■ Exercise goal ■
Write every record below out exactly; no images.

■ Input for this task ■
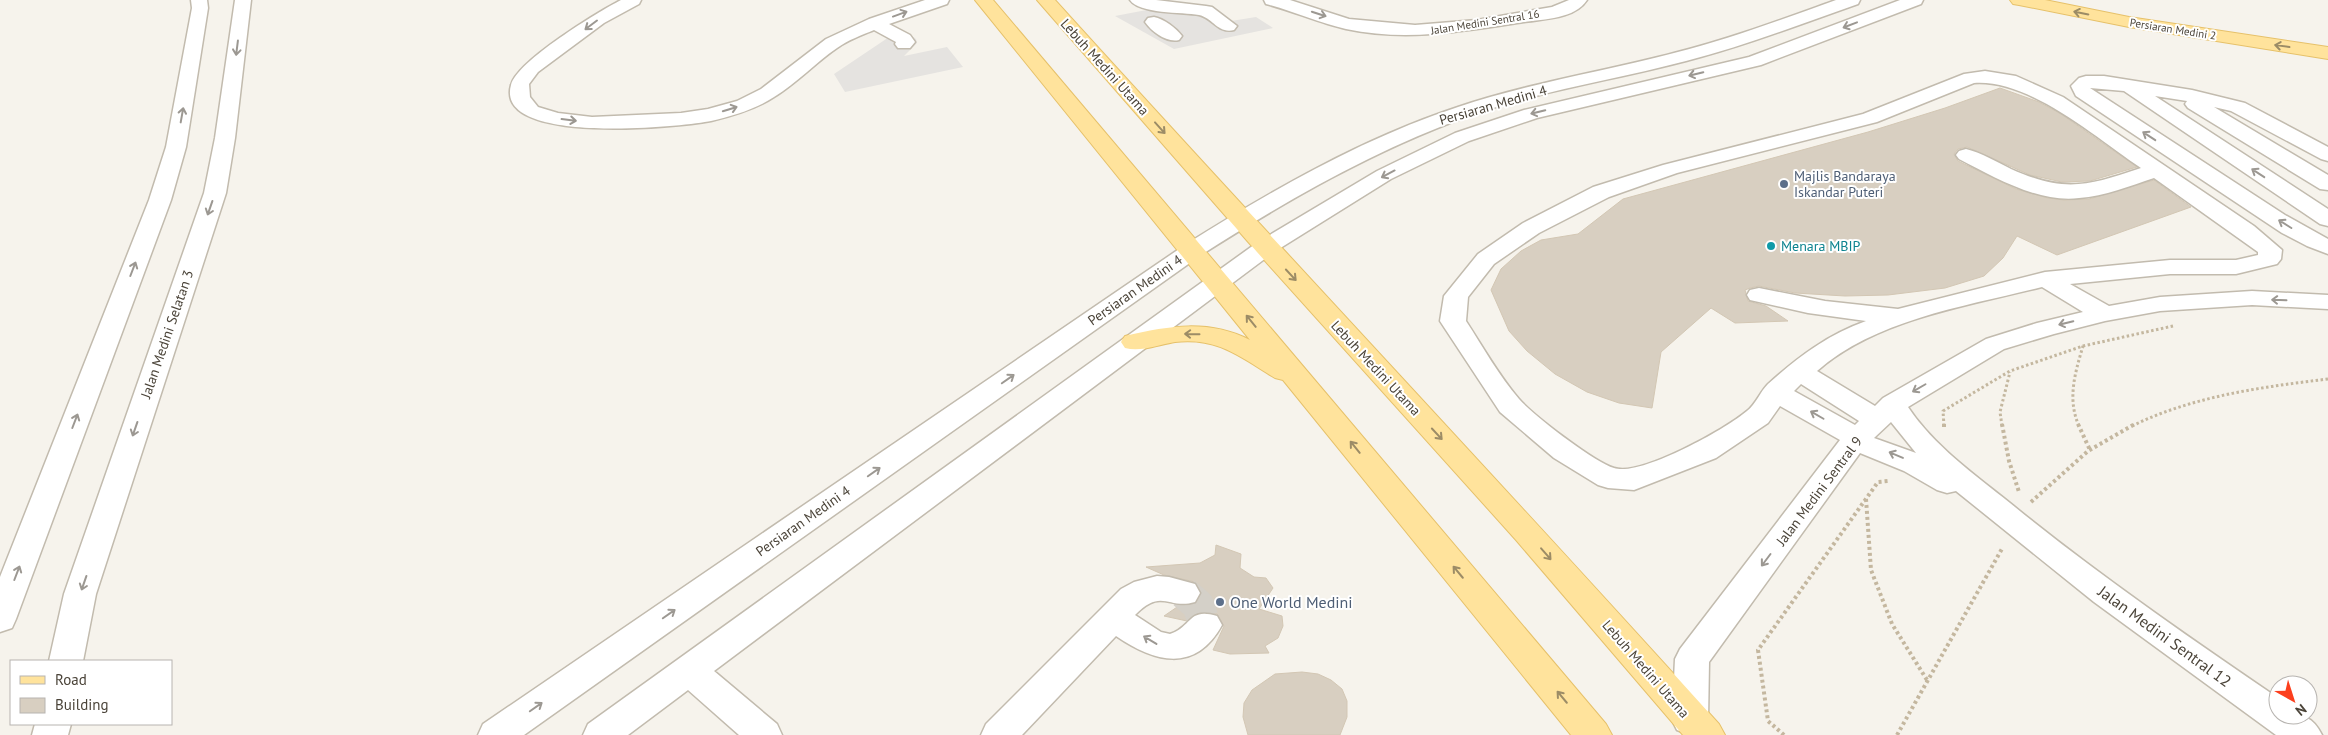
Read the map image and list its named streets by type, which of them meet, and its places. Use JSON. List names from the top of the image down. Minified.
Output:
{"streets":{"main road":["Persiaran Medini 2","Lebuh Medini Utama"],"street":["Jalan Medini Sentral 16","Persiaran Medini 4","Jalan Medini Selatan 3","Jalan Medini Sentral 9","Jalan Medini Sentral 12"]},"crossings":[["Lebuh Medini Utama","Persiaran Medini 4"],["Lebuh Medini Utama","Jalan Medini Sentral 9"],["Jalan Medini Sentral 9","Jalan Medini Sentral 12"]],"one_way":["Jalan Medini Sentral 16"],"places":["Majlis Bandaraya Iskandar Puteri","Menara MBIP","One World Medini"],"legend":["Road","Building"],"north":"bottom right"}
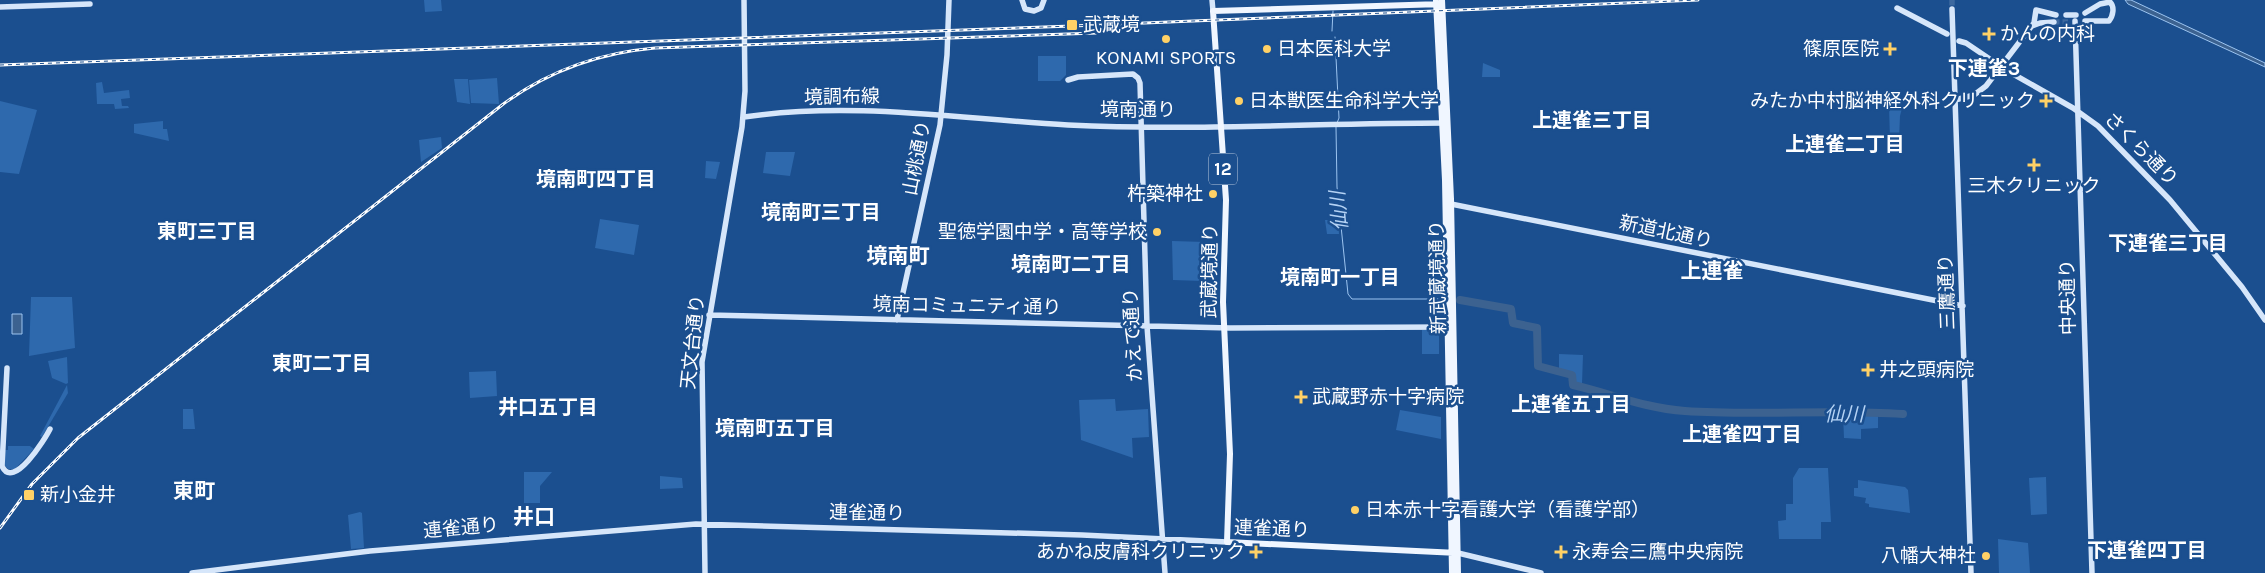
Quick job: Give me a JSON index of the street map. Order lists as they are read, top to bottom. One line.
{"streets":{"main road":["12","武蔵境通り","新武蔵境通り","連雀通り"],"street":["境調布線","境南通り","さくら通り","山桃通り","新道北通り","三鷹通り","中央通り","境南コミュニティ通り","かえで通り","天文台通り"]},"crossings":[["境調布線","境南通り"],["境調布線","山桃通り"],["境調布線","天文台通り"],["境南通り","山桃通り"],["境南通り","武蔵境通り"],["境南通り","新武蔵境通り"],["境南通り","かえで通り"],["さくら通り","中央通り"],["山桃通り","境南コミュニティ通り"],["新道北通り","新武蔵境通り"],["新道北通り","三鷹通り"],["武蔵境通り","境南コミュニティ通り"],["武蔵境通り","連雀通り"],["新武蔵境通り","境南コミュニティ通り"],["新武蔵境通り","連雀通り"],["境南コミュニティ通り","かえで通り"],["境南コミュニティ通り","天文台通り"],["かえで通り","連雀通り"],["天文台通り","連雀通り"]],"districts":["下連雀3","上連雀三丁目","上連雀二丁目","境南町四丁目","境南町三丁目","東町三丁目","下連雀三丁目","境南町","境南町二丁目","上連雀","境南町一丁目","東町二丁目","上連雀五丁目","井口五丁目","境南町五丁目","上連雀四丁目","東町","井口","下連雀四丁目"],"water":["仙川"],"places":{"transit":["武蔵境","新小金井"],"health":["かんの内科","篠原医院","みたか中村脳神経外科クリニック","三木クリニック","井之頭病院","武蔵野赤十字病院","あかね皮膚科クリニック","永寿会三鷹中央病院"],"other":["KONAMI SPORTS","日本医科大学","日本獣医生命科学大学","杵築神社","聖徳学園中学・高等学校","日本赤十字看護大学（看護学部）","八幡大神社"]}}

■ Written answer ■
Read the map image and list its named streets by type, which of them meet, and its places. Use JSON. List names from the top of the image down. Minified.
Output:
{"streets":{"main road":["Persiaran Medini 2","Lebuh Medini Utama"],"street":["Jalan Medini Sentral 16","Persiaran Medini 4","Jalan Medini Selatan 3","Jalan Medini Sentral 9","Jalan Medini Sentral 12"]},"crossings":[["Lebuh Medini Utama","Persiaran Medini 4"],["Lebuh Medini Utama","Jalan Medini Sentral 9"],["Jalan Medini Sentral 9","Jalan Medini Sentral 12"]],"one_way":["Jalan Medini Sentral 16"],"places":["Majlis Bandaraya Iskandar Puteri","Menara MBIP","One World Medini"],"legend":["Road","Building"],"north":"bottom right"}
Quick job: Give me a JSON index of the street map. Order lists as they are read, top to bottom. One line.
{"streets":{"main road":["12","武蔵境通り","新武蔵境通り","連雀通り"],"street":["境調布線","境南通り","さくら通り","山桃通り","新道北通り","三鷹通り","中央通り","境南コミュニティ通り","かえで通り","天文台通り"]},"crossings":[["境調布線","境南通り"],["境調布線","山桃通り"],["境調布線","天文台通り"],["境南通り","山桃通り"],["境南通り","武蔵境通り"],["境南通り","新武蔵境通り"],["境南通り","かえで通り"],["さくら通り","中央通り"],["山桃通り","境南コミュニティ通り"],["新道北通り","新武蔵境通り"],["新道北通り","三鷹通り"],["武蔵境通り","境南コミュニティ通り"],["武蔵境通り","連雀通り"],["新武蔵境通り","境南コミュニティ通り"],["新武蔵境通り","連雀通り"],["境南コミュニティ通り","かえで通り"],["境南コミュニティ通り","天文台通り"],["かえで通り","連雀通り"],["天文台通り","連雀通り"]],"districts":["下連雀3","上連雀三丁目","上連雀二丁目","境南町四丁目","境南町三丁目","東町三丁目","下連雀三丁目","境南町","境南町二丁目","上連雀","境南町一丁目","東町二丁目","上連雀五丁目","井口五丁目","境南町五丁目","上連雀四丁目","東町","井口","下連雀四丁目"],"water":["仙川"],"places":{"transit":["武蔵境","新小金井"],"health":["かんの内科","篠原医院","みたか中村脳神経外科クリニック","三木クリニック","井之頭病院","武蔵野赤十字病院","あかね皮膚科クリニック","永寿会三鷹中央病院"],"other":["KONAMI SPORTS","日本医科大学","日本獣医生命科学大学","杵築神社","聖徳学園中学・高等学校","日本赤十字看護大学（看護学部）","八幡大神社"]}}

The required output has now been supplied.